Streamlining ETL data processing at Talent.com with Amazon SageMaker
This post is co-authored by Anatoly Khomenko, Machine Learning Engineer, and Abdenour Bezzouh, Chief Technology Officer at Talent.com.
Established in 2011, Talent.com aggregates paid job listings from their clients and public job listings, and has created a unified, easily searchable platform. Covering over 30 million job listings across more than 75 countries and spanning various languages, industries, and distribution channels, Talent.com caters to the diverse needs of job seekers, effectively connecting millions of job seekers with job opportunities.
Talent.com’s mission is to facilitate global workforce connections. To achieve this, Talent.com aggregates job listings from various sources on the web, offering job seekers access to an extensive pool of over 30 million job opportunities tailored to their skills and experiences. In line with this mission, Talent.com collaborated with AWS to develop a cutting-edge job recommendation engine driven by deep learning, aimed at assisting users in advancing their careers.
To ensure the effective operation of this job recommendation engine, it is crucial to implement a large-scale data processing pipeline responsible for extracting and refining features from Talent.com’s aggregated job listings. This pipeline is able to process 5 million daily records in less than 1 hour, and allows for processing multiple days of records in parallel. In addition, this solution allows for a quick deployment to production. The primary source of data for this pipeline is the JSON Lines format, stored in Amazon Simple Storage Service (Amazon S3) and partitioned by date. Each day, this results in the generation of tens of thousands of JSON Lines files, with incremental updates occurring daily.

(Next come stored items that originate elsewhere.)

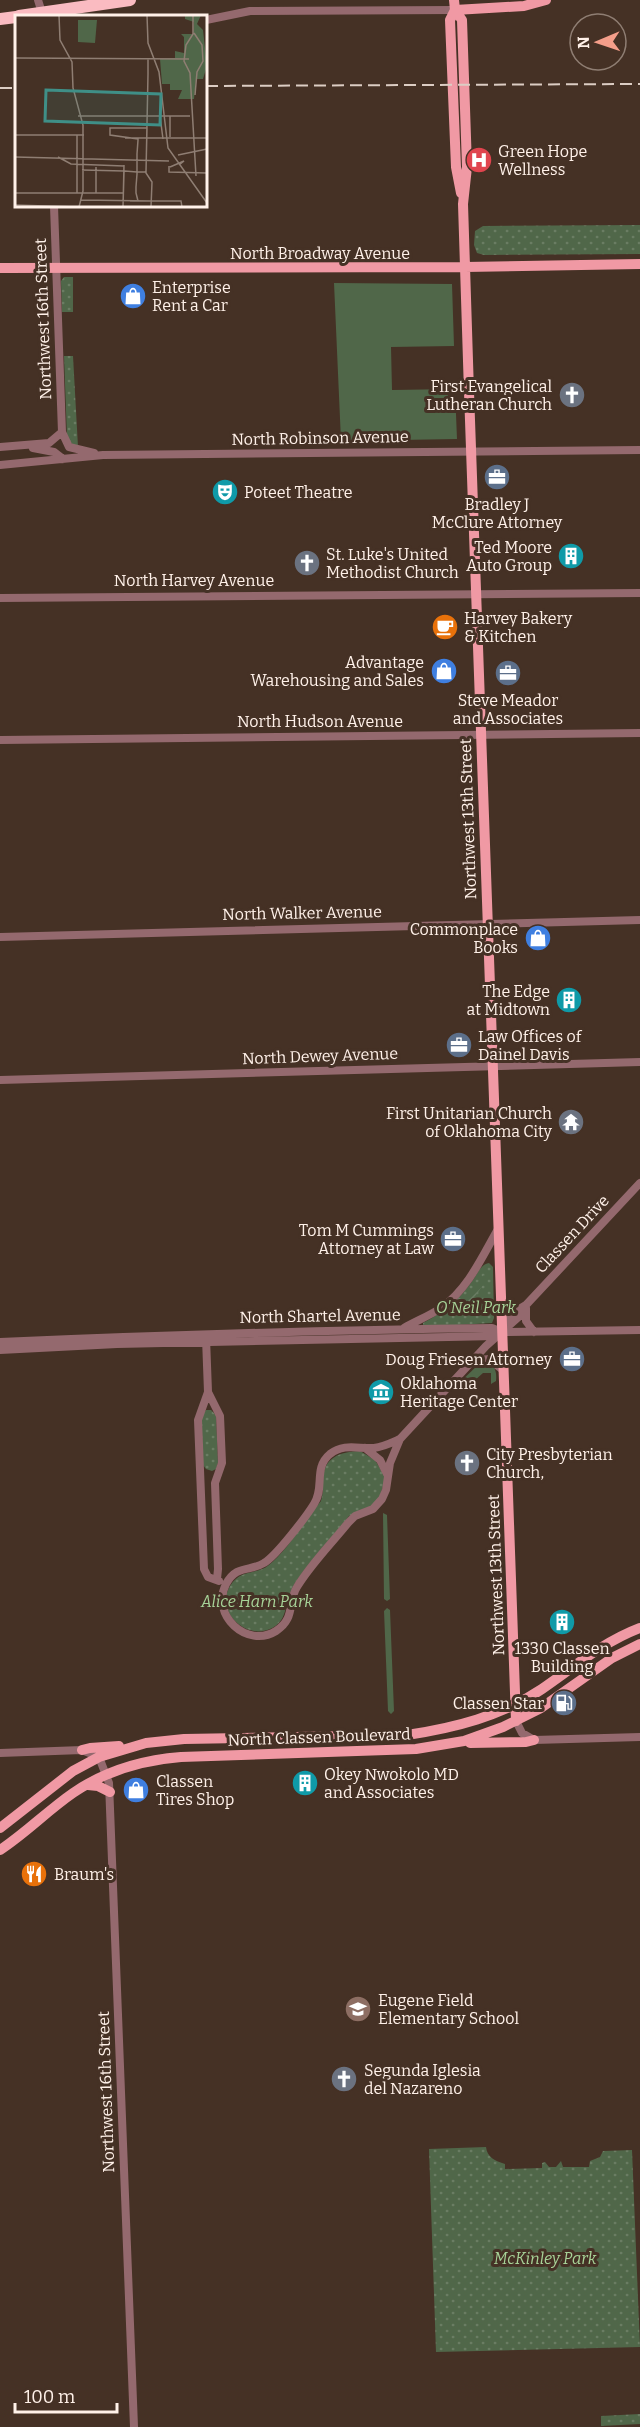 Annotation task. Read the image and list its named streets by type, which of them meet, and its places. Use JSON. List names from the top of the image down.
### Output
{
  "streets": {
    "main road": ["North Broadway Avenue", "Northwest 13th Street", "North Classen Boulevard"],
    "street": [
      "Northwest 16th Street",
      "North Robinson Avenue",
      "North Harvey Avenue",
      "North Hudson Avenue",
      "North Walker Avenue",
      "North Dewey Avenue",
      "Classen Drive",
      "North Shartel Avenue"
    ]
  },
  "crossings": [
    ["North Broadway Avenue", "Northwest 16th Street"],
    ["North Broadway Avenue", "Northwest 13th Street"],
    ["Northwest 16th Street", "North Classen Boulevard"],
    ["North Robinson Avenue", "Northwest 13th Street"],
    ["North Harvey Avenue", "Northwest 13th Street"],
    ["North Hudson Avenue", "Northwest 13th Street"],
    ["Northwest 13th Street", "North Walker Avenue"],
    ["Northwest 13th Street", "North Dewey Avenue"],
    ["Northwest 13th Street", "Classen Drive"],
    ["Northwest 13th Street", "North Shartel Avenue"],
    ["Northwest 13th Street", "North Classen Boulevard"],
    ["Classen Drive", "North Shartel Avenue"]
  ],
  "parks": ["O'Neil Park", "Alice Harn Park", "McKinley Park"],
  "places": {
    "hospital": ["Green Hope Wellness"],
    "shop": [
      "Enterprise Rent a Car",
      "Advantage Warehousing and Sales",
      "Commonplace Books",
      "Classen Tires Shop"
    ],
    "church": [
      "First Evangelical Lutheran Church",
      "St. Luke's United Methodist Church",
      "City Presbyterian Church,",
      "Segunda Iglesia del Nazareno"
    ],
    "office": [
      "Bradley J McClure Attorney",
      "Steve Meador and Associates",
      "Law Offices of Dainel Davis",
      "Tom M Cummings Attorney at Law",
      "Doug Friesen Attorney"
    ],
    "theatre": ["Poteet Theatre"],
    "building": [
      "Ted Moore Auto Group",
      "The Edge at Midtown",
      "1330 Classen Building",
      "Okey Nwokolo MD and Associates"
    ],
    "cafe": ["Harvey Bakery & Kitchen"],
    "temple": ["First Unitarian Church of Oklahoma City"],
    "museum": ["Oklahoma Heritage Center"],
    "fuel station": ["Classen Star"],
    "restaurant": ["Braum's"],
    "school or university": ["Eugene Field Elementary School"]
  },
  "scale_bar": "100 m",
  "north": "left"
} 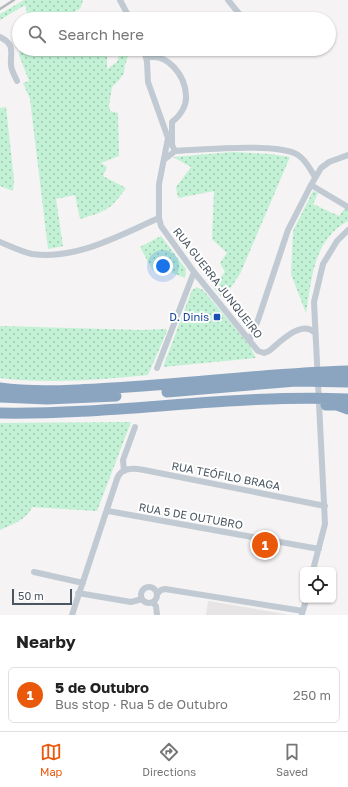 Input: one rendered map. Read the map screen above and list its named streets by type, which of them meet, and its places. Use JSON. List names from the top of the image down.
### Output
{
  "streets": {
    "street": ["RUA GUERRA JUNQUEIRO", "RUA TEÓFILO BRAGA", "RUA 5 DE OUTUBRO"]
  },
  "places": {
    "transit": ["D. Dinis"]
  },
  "scale_bar": "50 m",
  "page": {
    "search": "Search here",
    "pins": "1",
    "scale": "50 m",
    "heading": "Nearby",
    "list": [
      {
        "mark": "1",
        "name": "5 de Outubro",
        "note": "Bus stop · Rua 5 de Outubro",
        "value": "250 m"
      }
    ],
    "nav": ["Map", "Directions", "Saved"]
  }
}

The primary objective of this data processing pipeline is to facilitate the creation of features necessary for training and deploying the job recommendation engine on Talent.com. It’s worth noting that this pipeline must support incremental updates and cater to the intricate feature extraction requirements necessary for the training and deployment modules essential for the job recommendation system. Our pipeline belongs to the general ETL (extract, transform, and load) process family that combines data from multiple sources into a large, central repository.
For further insights into how Talent.com and AWS collaboratively built cutting-edge natural language processing and deep learning model training techniques, utilizing Amazon SageMaker to craft a job recommendation system, refer to From text to dream job: Building an NLP-based job recommender at Talent.com with Amazon SageMaker. The system includes feature engineering, deep learning model architecture design, hyperparameter optimization, and model evaluation, where all modules are run using Python.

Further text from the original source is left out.